==== Dataset ====

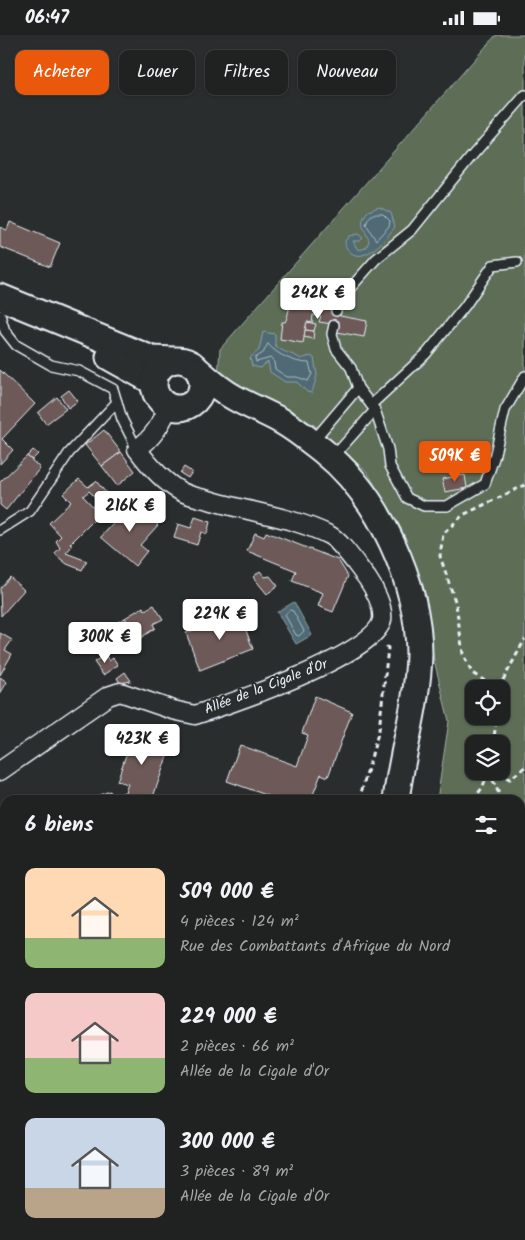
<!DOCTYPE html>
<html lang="fr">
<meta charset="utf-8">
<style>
body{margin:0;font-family:Kalam,sans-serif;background:#2d2f2f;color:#f1f3f6;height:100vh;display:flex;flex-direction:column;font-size:19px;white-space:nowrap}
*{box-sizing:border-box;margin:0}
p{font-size:16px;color:#a2a4a5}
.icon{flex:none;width:28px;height:28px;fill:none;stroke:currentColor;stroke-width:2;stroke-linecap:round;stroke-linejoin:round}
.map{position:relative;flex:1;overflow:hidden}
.details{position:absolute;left:0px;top:760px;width:525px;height:445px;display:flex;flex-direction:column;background:#202222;border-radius:15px 15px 0 0;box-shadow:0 1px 4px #0004,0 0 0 1px #3d3f40}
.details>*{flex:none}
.banner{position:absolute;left:15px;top:15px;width:495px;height:45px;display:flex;gap:10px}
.tools{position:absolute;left:465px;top:645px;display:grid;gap:10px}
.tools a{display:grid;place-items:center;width:45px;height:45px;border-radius:10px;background:#202222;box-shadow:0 1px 4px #0004,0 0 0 1px #3d3f40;font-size:25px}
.price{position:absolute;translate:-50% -42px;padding:0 11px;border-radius:5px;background:#fff;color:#222;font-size:16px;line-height:32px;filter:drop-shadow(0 1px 2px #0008)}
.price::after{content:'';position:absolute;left:50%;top:30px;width:15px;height:11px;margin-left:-8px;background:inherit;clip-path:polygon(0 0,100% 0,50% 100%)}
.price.active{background:#ea580c;color:#fff}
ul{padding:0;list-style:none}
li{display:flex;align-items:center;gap:15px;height:125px;padding:0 25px}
li span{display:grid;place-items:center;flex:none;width:140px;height:100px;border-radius:10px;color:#555}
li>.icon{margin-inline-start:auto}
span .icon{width:60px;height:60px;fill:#fffc;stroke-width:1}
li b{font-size:21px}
h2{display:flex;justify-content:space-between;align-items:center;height:60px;padding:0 25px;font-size:21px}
.pill{padding:0 18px;border-radius:10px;background:#202222;box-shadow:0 1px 4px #0004,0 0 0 1px #3d3f40;font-size:18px;line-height:45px}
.pill.active{background:#ea580c;color:#fff}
.status{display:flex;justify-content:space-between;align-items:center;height:35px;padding:0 25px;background:#202222;direction:ltr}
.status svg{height:14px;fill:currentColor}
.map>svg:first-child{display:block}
</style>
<div class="status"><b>06:47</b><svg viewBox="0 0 49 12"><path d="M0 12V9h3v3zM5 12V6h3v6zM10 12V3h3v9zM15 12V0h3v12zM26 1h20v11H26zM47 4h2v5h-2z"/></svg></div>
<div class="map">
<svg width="525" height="1205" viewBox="0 0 525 1205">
<rect width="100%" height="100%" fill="#2a2d2e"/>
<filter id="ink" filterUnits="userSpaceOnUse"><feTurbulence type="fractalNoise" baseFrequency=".02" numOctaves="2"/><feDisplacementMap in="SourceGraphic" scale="10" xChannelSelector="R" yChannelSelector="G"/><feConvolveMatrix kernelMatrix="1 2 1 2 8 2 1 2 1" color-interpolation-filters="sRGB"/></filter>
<g filter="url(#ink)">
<path fill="#5d6d56" stroke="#a2afa7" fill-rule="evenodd" d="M 496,0 L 525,0 L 525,1036 L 520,1030 L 520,765 L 437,765 L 449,686 L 402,495 L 367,437 L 316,391 L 218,341 L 220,314 ZM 474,654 L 501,654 L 501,681 L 474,681 ZM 474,709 L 501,709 L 501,736 L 474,736 Z"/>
<g fill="#4f6b74" stroke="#8ca1a9">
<path d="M 379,172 L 391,178 L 395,192 C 386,203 365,230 350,217 C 346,213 345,211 345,206 L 349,201 L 358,199 L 363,203 L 360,206 L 353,206 L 358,215 L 366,213 L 369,206 C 365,193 357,189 368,176 Z"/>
<path d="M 263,297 L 275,299 L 275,310 C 282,318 293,318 301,324 L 310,321 L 314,323 L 317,340 L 312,358 L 307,357 L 297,347 L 285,347 L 270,337 L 268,327 L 260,333 L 252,331 L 250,323 L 259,315 Z"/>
<path d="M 294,567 L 312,600 L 296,609 L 277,577 Z"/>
</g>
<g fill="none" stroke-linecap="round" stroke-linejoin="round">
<g stroke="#abbbc3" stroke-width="1">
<path d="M 373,179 L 383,179 L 390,186 L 389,191 L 376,205 L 366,190 L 368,184 Z"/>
<path d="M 268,309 C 277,320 295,328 309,328 L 312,339 L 308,346 L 297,342 L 287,342 L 275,334 L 274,327 L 271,323 L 256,327 L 255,323 L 263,318 Z"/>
<path d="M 290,575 L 293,576 L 304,596 L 299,601 L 296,600 L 285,580 Z"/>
</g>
</g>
<g fill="#6d5a58" stroke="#e8f1f8">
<path d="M 10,187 L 60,208 L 50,232 L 0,212 L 0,192 L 7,195 Z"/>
<path d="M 299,257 L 319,261 L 318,271 L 297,267 Z"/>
<path d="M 319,261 L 331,263 L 330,271 L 333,272 L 332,275 L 341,277 L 340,281 L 367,286 L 364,302 L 337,297 L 339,290 L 319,287 L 321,281 L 313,280 L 312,288 L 307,287 L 303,308 L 280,304 L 282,287 L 285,287 L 287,283 L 291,266 L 318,271 Z"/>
<path d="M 307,287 L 316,289 L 314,296 L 305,295 Z"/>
<path d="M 305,295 L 314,296 L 313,304 L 304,302 Z"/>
<path d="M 0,335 L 35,369 L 2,404 L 13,415 L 0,429 Z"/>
<path d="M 69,355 L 78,366 L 68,373 L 61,361 Z"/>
<path d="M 57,362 L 66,374 L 46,389 L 38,378 Z"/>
<path d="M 104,395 L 121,417 L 102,431 L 85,410 Z"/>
<path d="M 33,415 L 38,419 L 32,425 L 27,421 Z"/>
<path d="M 121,417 L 135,436 L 117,451 L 102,431 Z"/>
<path d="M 27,421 L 40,433 L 6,475 L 0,470 L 0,447 Z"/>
<path d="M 184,432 L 192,437 L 188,443 L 180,438 Z"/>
<path d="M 465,440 L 467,453 L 445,457 L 442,444 Z"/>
<path d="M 79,444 L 88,452 L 96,446 L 107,459 L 99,466 L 89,456 L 83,461 L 100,479 L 70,509 L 72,511 L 66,518 L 87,526 L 82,535 L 67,529 L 57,521 L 55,518 L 60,513 L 56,506 L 61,501 L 49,488 L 71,467 L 63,459 Z"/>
<path d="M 133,467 L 158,490 L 140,510 L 147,516 L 135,531 L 101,502 Z"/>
<path d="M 195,482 L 210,487 L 207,499 L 201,497 L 197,510 L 174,503 L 178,489 L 191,493 Z"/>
<path d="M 266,497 L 338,525 L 348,541 L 333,577 L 318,571 L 323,558 L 292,546 L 296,536 L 247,516 L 255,498 L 264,502 Z"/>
<path d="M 260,536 L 265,542 L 270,541 L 278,551 L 267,559 L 253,542 Z"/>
<path d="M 10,542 L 24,555 L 1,581 L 0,553 Z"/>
<path d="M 154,570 L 163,584 L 153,589 L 155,593 L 139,604 L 140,606 L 121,618 L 114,605 L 98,614 L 92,605 L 117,589 L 119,592 L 128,587 L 125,583 L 143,572 L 145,575 Z"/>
<path d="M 239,577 L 253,614 L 200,635 L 186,598 Z"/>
<path d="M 125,583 L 128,587 L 119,592 L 116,588 Z"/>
<path d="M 0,598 L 12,605 L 5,615 L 12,619 L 0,640 Z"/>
<path d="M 114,605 L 116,609 L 107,615 L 104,610 Z"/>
<path d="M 105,619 L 109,626 L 113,623 L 118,630 L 103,640 L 94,627 Z"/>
<path d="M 125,637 L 131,646 L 120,648 L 117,643 Z"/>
<path d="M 0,642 L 7,647 L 0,659 Z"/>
<path d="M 315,661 L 352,677 L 328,742 L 321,739 L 311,765 L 280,765 L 227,746 L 240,710 L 297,731 L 308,700 L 302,698 Z"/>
<path d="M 136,691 L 173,704 L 152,765 L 86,765 L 110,756 L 112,761 L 125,757 L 128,749 L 117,746 Z"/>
<path d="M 5,795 L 5,839 L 0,840 L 0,797 Z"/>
<path d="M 0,994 L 1,996 L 5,994 L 5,1036 L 0,1039 Z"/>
<path d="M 520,1168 L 525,1179 L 525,1188 L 520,1191 Z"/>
<path d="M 525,1188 L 525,1198 L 515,1202 L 515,1200 L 520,1200 L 520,1191 Z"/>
<path d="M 428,1200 L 455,1200 L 457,1205 L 431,1205 Z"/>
<path d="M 455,1200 L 499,1200 L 499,1201 L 490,1205 L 457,1205 Z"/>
<path d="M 515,1200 L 510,1205 L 501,1205 L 499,1201 Z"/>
</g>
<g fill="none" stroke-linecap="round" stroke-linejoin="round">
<defs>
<g id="service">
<path d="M 336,276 L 338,267 L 376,224 L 412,195 L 471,122 L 525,60"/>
<path d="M 0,280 L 5,296 L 16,310 L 51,330 L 79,336 L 113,354 L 122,384 L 137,414"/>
<path d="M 334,290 L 332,299 L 336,314 L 351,333 L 358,353 L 375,375 L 388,414 L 390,431 L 407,463 L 424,471 L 447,471 L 485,449 L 494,423 L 505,375 L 525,341"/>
<path d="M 371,370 L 426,319 L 465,271 L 493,230 L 517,227"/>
<path d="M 313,406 L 358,353"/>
<path d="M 333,422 L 375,375"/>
<path d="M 0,495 L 30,476 L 69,418 L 117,367"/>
<path d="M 520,1141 L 525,1147"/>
</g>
<g id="minor">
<path d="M 0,736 L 108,661 L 120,657 L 173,675 L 195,680 C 229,669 375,620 382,585 C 384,572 374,553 367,543 C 358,532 341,506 329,500 C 293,482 248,477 209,465 C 200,463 189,461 180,456 C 164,447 148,429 137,414 C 154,402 160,390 169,372"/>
<path d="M 0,898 L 5,896"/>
<path d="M 0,954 L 5,950"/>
</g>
<g id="secondary">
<path d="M 0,262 L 152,324 L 174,325"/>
<path d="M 109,322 L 154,347"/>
<circle cx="178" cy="349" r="24"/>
<path d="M 199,336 C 210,346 222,356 235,363 C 251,372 268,378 283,387 C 297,395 310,406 323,416 C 379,460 419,549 419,619 C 418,668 402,717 396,765"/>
<path d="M 520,1064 L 525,1069"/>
</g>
</defs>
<use href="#service" stroke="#e8f1f8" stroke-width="12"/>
<use href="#minor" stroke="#e8f1f8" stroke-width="21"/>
<use href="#secondary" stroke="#e8f1f8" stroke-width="29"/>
<g stroke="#e8f1f8" stroke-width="3" stroke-dasharray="5 4" stroke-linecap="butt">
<path d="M 501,654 L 495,652 L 472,638 L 463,619 L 456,569 L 440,521 L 443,499 L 463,480 L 525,450"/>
<path d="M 501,654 L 503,645 L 525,604"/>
<path d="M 493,709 L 497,681"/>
<path d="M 489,737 L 510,744 L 525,732"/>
<path d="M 489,737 L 502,765"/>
<path d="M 359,765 L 379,695 L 388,613 L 385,609"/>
<path d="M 473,765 L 482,753 L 489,737"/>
<path d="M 520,794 L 525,800"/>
<path d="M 520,866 L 522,809 L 525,805"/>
<path d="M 520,887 L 525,905"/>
<path d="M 520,1013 L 525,1019"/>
</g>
<use href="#service" stroke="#2a2d2e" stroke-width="9"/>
<use href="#minor" stroke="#2a2d2e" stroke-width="18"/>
<use href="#secondary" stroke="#2a2d2e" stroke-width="25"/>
</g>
</g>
<g text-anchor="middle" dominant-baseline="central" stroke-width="4" stroke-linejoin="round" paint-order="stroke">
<g font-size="14" fill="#e8f1f8" stroke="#2a2d2e">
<text transform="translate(266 652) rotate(-21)">Allée de la Cigale d'Or</text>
</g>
</g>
</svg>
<div class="tools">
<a><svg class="icon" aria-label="locate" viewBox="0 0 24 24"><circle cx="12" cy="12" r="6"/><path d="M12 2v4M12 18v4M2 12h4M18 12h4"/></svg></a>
<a><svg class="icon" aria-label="layers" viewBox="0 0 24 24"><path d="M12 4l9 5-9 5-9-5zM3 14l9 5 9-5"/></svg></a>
</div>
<b class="price" style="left:318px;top:285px">242K €</b>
<b class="price active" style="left:455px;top:448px">509K €</b>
<b class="price" style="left:130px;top:498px">216K €</b>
<b class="price" style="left:220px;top:606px">229K €</b>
<b class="price" style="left:105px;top:629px">300K €</b>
<b class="price" style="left:142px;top:731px">423K €</b>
<div class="banner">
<a class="pill active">Acheter</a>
<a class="pill">Louer</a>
<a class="pill">Filtres</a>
<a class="pill">Nouveau</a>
</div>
<section class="details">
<h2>6 biens<svg class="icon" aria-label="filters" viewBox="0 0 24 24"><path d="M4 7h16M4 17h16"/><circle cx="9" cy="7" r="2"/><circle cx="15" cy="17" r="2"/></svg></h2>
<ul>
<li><span style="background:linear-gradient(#ffd9b3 70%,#8fb573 0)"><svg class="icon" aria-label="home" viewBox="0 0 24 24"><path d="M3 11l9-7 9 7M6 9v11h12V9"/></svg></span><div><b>509 000 €</b><p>4 pièces · 124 m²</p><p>Rue des Combattants d'Afrique du Nord</p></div></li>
<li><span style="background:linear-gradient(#f6c9c9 65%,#8fb573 0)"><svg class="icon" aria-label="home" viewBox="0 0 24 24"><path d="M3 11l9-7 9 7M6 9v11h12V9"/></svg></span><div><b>229 000 €</b><p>2 pièces · 66 m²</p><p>Allée de la Cigale d'Or</p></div></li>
<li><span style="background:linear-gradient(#c9d6e8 70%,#b9a48a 0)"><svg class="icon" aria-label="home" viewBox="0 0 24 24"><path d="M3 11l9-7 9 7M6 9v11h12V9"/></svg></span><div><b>300 000 €</b><p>3 pièces · 89 m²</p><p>Allée de la Cigale d'Or</p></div></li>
</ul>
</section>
</div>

====

Exercise brief —
Wherever a line in the entries holds "tools", copy that line.

Exercise output —
.tools{position:absolute;left:465px;top:645px;display:grid;gap:10px}
.tools a{display:grid;place-items:center;width:45px;height:45px;border-radius:10px;background:#202222;box-shadow:0 1px 4px #0004,0 0 0 1px #3d3f40;font-size:25px}
<div class="tools">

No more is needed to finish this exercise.